Après avoir déclaré que la doctrine des œuvres surérogatoires est condamnée par Luc., xvi, 10 : « quand nous avons fait tout ce qui nous est commandé, nous sommes serviteurs inutiles », Calvin termine en ironisant : « Je ne dy point quelles sont les supererogations, dont ils se veulent priser devant Dieu ; toutefois ce ne sont que fatras, lesquels il (Dieu) n’a point commandez et ne les approuve point ; et quand ce viendra à rendre conte, ne les alloera nullement. En ce sens nous concedrons bien que ce sont œuvres de supererogations… » N. 15, ibid., col. 287, 288.

2. Applications particulières.

Étant données, d’une part, la thèse fondamentale de la justification par la foi seule et, d’autre part, la tendance des réformateurs de considérer comme injurieuses pour le Christ ce qu’ils appellent volontiers, dans les pratiques catholiques, des « inventions humaines », on conçoit facilement que le champ des œuvres surérogatoires soit, chez les protestants, beaucoup plus étendu que chez les catholiques.

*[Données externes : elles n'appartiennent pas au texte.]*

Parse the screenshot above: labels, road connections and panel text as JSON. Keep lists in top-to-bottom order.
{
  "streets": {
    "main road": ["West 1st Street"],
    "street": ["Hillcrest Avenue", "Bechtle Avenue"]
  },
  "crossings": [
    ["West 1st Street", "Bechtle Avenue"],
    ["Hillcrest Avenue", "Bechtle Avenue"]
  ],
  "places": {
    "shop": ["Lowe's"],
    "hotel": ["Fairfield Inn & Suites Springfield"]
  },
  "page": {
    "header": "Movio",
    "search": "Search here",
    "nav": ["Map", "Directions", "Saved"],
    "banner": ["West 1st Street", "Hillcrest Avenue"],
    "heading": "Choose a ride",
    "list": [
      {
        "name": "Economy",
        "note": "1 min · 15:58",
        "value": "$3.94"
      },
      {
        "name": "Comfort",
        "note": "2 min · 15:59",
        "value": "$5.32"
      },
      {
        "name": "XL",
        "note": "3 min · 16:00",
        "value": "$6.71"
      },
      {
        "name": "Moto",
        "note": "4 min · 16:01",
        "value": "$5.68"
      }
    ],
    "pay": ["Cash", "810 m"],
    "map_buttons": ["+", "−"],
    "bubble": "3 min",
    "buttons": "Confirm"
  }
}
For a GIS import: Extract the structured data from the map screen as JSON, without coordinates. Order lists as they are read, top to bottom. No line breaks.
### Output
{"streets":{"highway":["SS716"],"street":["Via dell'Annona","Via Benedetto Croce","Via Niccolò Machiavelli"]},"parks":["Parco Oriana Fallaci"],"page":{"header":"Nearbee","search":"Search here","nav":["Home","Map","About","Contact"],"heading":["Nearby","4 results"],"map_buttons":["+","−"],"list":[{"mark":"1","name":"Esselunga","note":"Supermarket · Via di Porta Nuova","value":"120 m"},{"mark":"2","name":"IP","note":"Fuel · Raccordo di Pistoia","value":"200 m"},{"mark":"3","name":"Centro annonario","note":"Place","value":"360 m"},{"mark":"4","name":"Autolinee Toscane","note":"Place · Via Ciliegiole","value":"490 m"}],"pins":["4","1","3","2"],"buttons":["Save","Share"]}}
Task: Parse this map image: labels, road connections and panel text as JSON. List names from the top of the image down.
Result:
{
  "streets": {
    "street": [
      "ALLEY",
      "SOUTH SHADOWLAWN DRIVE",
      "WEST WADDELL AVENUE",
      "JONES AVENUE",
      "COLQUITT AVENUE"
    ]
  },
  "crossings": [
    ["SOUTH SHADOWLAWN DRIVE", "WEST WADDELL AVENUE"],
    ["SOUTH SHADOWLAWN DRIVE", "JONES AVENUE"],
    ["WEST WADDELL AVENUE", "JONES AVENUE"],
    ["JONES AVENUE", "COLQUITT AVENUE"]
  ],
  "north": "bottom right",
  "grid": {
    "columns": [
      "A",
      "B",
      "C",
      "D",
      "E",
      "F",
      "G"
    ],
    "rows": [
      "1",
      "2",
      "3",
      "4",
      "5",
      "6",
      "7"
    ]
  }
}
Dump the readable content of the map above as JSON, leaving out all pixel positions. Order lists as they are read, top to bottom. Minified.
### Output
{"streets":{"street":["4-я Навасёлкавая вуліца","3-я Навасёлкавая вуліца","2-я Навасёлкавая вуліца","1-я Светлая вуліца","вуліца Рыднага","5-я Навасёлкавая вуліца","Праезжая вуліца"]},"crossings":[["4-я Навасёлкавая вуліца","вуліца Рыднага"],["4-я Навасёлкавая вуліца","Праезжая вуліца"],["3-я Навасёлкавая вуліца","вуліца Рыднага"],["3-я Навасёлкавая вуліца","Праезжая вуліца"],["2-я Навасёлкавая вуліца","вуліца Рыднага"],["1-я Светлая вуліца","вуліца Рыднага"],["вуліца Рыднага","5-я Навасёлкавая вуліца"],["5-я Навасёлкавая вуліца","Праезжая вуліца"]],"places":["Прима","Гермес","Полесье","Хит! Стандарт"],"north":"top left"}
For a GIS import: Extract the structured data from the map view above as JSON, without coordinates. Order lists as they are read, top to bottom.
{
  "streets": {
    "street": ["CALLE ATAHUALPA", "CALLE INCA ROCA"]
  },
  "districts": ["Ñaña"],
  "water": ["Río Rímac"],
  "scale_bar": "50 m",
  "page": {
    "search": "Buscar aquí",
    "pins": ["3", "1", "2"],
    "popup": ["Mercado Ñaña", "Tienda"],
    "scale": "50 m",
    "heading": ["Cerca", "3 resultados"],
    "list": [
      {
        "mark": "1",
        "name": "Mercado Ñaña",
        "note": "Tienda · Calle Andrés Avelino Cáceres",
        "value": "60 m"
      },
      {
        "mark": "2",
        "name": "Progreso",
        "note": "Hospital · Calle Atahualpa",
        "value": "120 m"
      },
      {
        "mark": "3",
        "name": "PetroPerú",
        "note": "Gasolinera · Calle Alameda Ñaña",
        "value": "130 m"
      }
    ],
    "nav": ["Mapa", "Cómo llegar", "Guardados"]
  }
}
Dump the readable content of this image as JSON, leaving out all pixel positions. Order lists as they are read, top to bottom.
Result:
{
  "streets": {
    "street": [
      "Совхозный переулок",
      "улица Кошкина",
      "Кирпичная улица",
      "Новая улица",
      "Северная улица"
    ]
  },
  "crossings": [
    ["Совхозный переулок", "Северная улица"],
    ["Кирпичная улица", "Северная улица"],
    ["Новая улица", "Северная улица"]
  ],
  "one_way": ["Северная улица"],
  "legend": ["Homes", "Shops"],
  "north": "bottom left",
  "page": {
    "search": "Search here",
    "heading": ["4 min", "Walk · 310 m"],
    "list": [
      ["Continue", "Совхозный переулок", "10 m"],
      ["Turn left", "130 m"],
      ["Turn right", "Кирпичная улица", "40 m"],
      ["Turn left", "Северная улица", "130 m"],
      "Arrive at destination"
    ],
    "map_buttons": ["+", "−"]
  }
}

a) Surérogatoires tout d’abord, les œuvres non commandées par Dieu et simplement proposées aux fidèles comme complément de la vie religieuse. Les catholiques les groupent sous trois chefs : jeûnes (toutes sortes de mortifications), prières (toutes sortes d’actes de religion), aumônes (toutes sortes d’œuvres de bienfaisance spirituelle et corporelle), apportant ainsi la perfection dans l’accomplissement de nos devoirs envers nous-mêmes, envers Dieu et envers le prochain. Cf. Bellarmin, op. cit., t. IV, c. iii, 5°, et De bonis operibus, t. I, c. i ; cf. Tob., xii, 8. Pour les protestants, ces œuvres peuvent être bonnes, à condition de ne leur attribuer d’autre valeur que de rapprocher l’homme de Dieu par la foi. Mélanchthon va jusqu’à dire qu’à ce titre, on peut les appeler sacrements. Apologie, s. 13, n. 16, dans Die symbolischen Bûcher, p. 204.

Si omnes res aimumerari sacramentis debent quæ habent mandatum Dei et quibus sunt additæ promiss iones cur non addimus orationem quæ verissime potest dici sacramentum ?.., Possent hic numerari etiam eleemosynse, item alïlictiones, quæ et ipsæ sunt signa, quibus addidit Deus promissiones.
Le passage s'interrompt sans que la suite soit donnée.